** Task input follows **

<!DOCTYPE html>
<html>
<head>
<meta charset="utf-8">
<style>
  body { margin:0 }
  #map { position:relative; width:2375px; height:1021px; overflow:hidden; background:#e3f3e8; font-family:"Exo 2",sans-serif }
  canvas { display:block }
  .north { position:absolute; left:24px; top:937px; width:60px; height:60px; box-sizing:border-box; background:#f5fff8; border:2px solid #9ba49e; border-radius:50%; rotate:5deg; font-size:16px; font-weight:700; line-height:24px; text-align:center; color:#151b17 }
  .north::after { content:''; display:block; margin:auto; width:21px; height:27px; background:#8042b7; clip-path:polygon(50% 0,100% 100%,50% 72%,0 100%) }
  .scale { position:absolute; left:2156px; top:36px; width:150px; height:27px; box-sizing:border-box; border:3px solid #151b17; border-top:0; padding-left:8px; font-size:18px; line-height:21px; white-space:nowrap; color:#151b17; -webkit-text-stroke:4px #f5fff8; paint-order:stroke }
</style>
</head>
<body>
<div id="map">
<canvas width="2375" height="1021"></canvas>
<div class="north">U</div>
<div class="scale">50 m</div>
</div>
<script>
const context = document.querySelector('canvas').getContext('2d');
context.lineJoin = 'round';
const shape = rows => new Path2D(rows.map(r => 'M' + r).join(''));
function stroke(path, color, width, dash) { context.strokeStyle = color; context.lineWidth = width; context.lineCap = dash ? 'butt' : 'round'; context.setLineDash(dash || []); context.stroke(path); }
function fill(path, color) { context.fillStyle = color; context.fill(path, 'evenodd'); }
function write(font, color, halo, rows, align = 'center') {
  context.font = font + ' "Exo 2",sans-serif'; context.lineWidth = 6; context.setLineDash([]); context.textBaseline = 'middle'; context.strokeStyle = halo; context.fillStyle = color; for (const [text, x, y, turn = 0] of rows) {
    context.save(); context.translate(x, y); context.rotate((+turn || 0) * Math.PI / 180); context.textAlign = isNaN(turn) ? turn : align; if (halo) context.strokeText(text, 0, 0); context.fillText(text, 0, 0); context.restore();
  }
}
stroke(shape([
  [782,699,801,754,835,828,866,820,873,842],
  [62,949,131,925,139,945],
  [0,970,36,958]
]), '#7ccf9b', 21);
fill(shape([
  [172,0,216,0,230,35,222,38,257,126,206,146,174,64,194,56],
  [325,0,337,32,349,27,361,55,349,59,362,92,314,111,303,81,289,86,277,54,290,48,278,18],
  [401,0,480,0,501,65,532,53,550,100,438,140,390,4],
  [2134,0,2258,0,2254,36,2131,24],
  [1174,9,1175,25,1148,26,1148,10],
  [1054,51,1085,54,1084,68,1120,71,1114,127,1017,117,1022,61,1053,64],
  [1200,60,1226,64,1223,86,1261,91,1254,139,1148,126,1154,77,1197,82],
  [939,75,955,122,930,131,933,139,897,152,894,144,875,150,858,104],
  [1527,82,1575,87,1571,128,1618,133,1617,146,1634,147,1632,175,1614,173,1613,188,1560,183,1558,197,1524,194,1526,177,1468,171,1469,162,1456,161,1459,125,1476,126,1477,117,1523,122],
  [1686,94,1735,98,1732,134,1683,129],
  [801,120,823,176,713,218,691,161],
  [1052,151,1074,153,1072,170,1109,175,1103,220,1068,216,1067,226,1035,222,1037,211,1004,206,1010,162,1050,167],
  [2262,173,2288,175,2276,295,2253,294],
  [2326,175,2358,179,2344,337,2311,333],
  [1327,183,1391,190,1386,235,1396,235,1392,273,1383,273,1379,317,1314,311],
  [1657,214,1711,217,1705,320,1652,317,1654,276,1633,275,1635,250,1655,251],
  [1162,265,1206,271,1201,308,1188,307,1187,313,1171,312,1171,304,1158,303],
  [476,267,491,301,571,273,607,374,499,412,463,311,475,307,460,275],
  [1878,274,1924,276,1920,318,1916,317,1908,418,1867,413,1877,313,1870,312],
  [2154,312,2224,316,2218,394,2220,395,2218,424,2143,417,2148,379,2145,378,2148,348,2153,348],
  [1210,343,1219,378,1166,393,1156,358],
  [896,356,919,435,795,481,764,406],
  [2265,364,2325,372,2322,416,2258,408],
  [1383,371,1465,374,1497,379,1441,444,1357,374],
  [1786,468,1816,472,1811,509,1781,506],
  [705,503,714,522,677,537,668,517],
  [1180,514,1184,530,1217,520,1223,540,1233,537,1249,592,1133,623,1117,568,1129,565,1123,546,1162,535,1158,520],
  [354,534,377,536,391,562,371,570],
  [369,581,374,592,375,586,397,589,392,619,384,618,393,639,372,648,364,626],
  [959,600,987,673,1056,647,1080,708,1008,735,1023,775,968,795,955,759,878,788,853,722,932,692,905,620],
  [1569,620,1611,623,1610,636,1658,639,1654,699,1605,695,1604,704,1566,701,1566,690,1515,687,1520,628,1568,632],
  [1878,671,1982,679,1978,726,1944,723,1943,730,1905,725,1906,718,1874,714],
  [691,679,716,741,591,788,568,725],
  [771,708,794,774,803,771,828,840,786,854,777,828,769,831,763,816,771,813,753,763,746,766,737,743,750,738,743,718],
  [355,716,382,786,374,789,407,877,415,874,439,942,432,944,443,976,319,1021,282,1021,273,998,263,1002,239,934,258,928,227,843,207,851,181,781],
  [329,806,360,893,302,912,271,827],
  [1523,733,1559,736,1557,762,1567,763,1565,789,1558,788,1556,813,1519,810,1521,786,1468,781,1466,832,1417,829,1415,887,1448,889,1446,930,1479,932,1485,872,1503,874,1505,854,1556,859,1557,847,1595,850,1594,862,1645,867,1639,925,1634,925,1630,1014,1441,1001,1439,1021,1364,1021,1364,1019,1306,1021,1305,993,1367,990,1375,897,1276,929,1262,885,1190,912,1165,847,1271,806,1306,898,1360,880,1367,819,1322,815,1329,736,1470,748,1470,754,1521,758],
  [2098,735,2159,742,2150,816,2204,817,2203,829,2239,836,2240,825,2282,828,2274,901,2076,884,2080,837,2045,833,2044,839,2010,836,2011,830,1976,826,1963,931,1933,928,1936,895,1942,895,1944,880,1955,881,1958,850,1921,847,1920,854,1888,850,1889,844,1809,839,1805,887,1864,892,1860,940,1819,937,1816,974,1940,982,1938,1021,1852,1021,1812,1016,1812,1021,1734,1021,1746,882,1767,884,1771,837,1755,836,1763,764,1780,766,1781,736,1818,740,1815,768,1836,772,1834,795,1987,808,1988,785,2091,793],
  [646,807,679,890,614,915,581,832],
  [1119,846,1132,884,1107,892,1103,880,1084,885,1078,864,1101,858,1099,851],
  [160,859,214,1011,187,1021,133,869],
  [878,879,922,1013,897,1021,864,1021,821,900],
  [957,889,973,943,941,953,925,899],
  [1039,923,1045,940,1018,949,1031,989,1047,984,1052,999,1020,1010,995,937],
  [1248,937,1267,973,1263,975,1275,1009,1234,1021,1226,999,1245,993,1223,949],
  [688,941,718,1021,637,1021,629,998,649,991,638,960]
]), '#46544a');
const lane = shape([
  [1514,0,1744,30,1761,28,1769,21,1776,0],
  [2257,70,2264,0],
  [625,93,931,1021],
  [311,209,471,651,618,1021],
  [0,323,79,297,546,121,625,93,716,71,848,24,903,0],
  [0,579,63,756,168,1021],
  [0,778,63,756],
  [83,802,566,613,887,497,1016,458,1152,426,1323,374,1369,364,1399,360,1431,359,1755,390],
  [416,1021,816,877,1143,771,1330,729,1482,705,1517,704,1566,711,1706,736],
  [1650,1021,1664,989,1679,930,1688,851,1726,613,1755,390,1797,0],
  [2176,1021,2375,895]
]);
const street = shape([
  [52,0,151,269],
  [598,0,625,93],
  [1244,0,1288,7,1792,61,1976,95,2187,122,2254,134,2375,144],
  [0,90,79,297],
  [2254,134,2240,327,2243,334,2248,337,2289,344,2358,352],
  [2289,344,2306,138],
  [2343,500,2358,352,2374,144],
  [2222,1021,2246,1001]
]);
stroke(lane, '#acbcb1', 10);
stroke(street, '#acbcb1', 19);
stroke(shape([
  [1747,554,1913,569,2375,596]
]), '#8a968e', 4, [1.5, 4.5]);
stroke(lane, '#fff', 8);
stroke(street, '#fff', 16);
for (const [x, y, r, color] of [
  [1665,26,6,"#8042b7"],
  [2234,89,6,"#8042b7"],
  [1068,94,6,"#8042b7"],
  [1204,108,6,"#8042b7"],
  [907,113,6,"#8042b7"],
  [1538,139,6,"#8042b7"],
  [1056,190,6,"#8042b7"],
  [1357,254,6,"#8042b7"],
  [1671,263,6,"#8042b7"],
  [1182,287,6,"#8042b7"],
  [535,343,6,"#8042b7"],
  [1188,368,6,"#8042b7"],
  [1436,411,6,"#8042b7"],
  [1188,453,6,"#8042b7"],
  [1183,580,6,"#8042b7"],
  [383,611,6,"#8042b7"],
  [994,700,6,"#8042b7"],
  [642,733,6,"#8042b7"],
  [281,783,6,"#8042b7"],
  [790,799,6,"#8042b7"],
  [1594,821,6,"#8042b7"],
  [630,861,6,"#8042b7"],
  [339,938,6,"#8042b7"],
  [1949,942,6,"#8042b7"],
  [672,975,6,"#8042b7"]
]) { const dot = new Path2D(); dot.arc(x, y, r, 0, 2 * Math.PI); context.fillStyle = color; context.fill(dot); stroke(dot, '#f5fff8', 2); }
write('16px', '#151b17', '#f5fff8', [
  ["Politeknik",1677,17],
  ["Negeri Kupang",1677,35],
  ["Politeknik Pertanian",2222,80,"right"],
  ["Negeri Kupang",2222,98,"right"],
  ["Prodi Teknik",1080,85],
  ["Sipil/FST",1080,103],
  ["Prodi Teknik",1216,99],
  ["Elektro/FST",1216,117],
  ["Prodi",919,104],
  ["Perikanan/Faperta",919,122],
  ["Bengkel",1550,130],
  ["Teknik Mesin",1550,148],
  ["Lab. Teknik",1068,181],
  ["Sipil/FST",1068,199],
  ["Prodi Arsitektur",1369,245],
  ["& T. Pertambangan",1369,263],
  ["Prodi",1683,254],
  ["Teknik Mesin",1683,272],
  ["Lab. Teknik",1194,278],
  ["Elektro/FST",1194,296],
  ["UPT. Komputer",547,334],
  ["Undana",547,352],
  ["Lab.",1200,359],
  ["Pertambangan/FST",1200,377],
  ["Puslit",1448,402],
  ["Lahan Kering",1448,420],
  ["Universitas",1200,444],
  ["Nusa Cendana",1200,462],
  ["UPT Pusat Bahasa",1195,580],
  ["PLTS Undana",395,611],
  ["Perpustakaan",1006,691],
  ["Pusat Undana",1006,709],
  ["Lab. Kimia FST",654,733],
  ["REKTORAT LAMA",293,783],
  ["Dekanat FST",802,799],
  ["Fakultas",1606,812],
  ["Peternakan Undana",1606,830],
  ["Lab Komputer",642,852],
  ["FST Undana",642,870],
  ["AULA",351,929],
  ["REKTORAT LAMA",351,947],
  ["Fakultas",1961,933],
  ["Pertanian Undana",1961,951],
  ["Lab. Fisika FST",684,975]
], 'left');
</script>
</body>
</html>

** End of Task input **

→ **Task brief**
Copy every line from the records above that contains the word "strokeStyle".

→ **Answer for this exercise**
function stroke(path, color, width, dash) { context.strokeStyle = color; context.lineWidth = width; context.lineCap = dash ? 'butt' : 'round'; context.setLineDash(dash || []); context.stroke(path); }
  context.font = font + ' "Exo 2",sans-serif'; context.lineWidth = 6; context.setLineDash([]); context.textBaseline = 'middle'; context.strokeStyle = halo; context.fillStyle = color; for (const [text, x, y, turn = 0] of rows) {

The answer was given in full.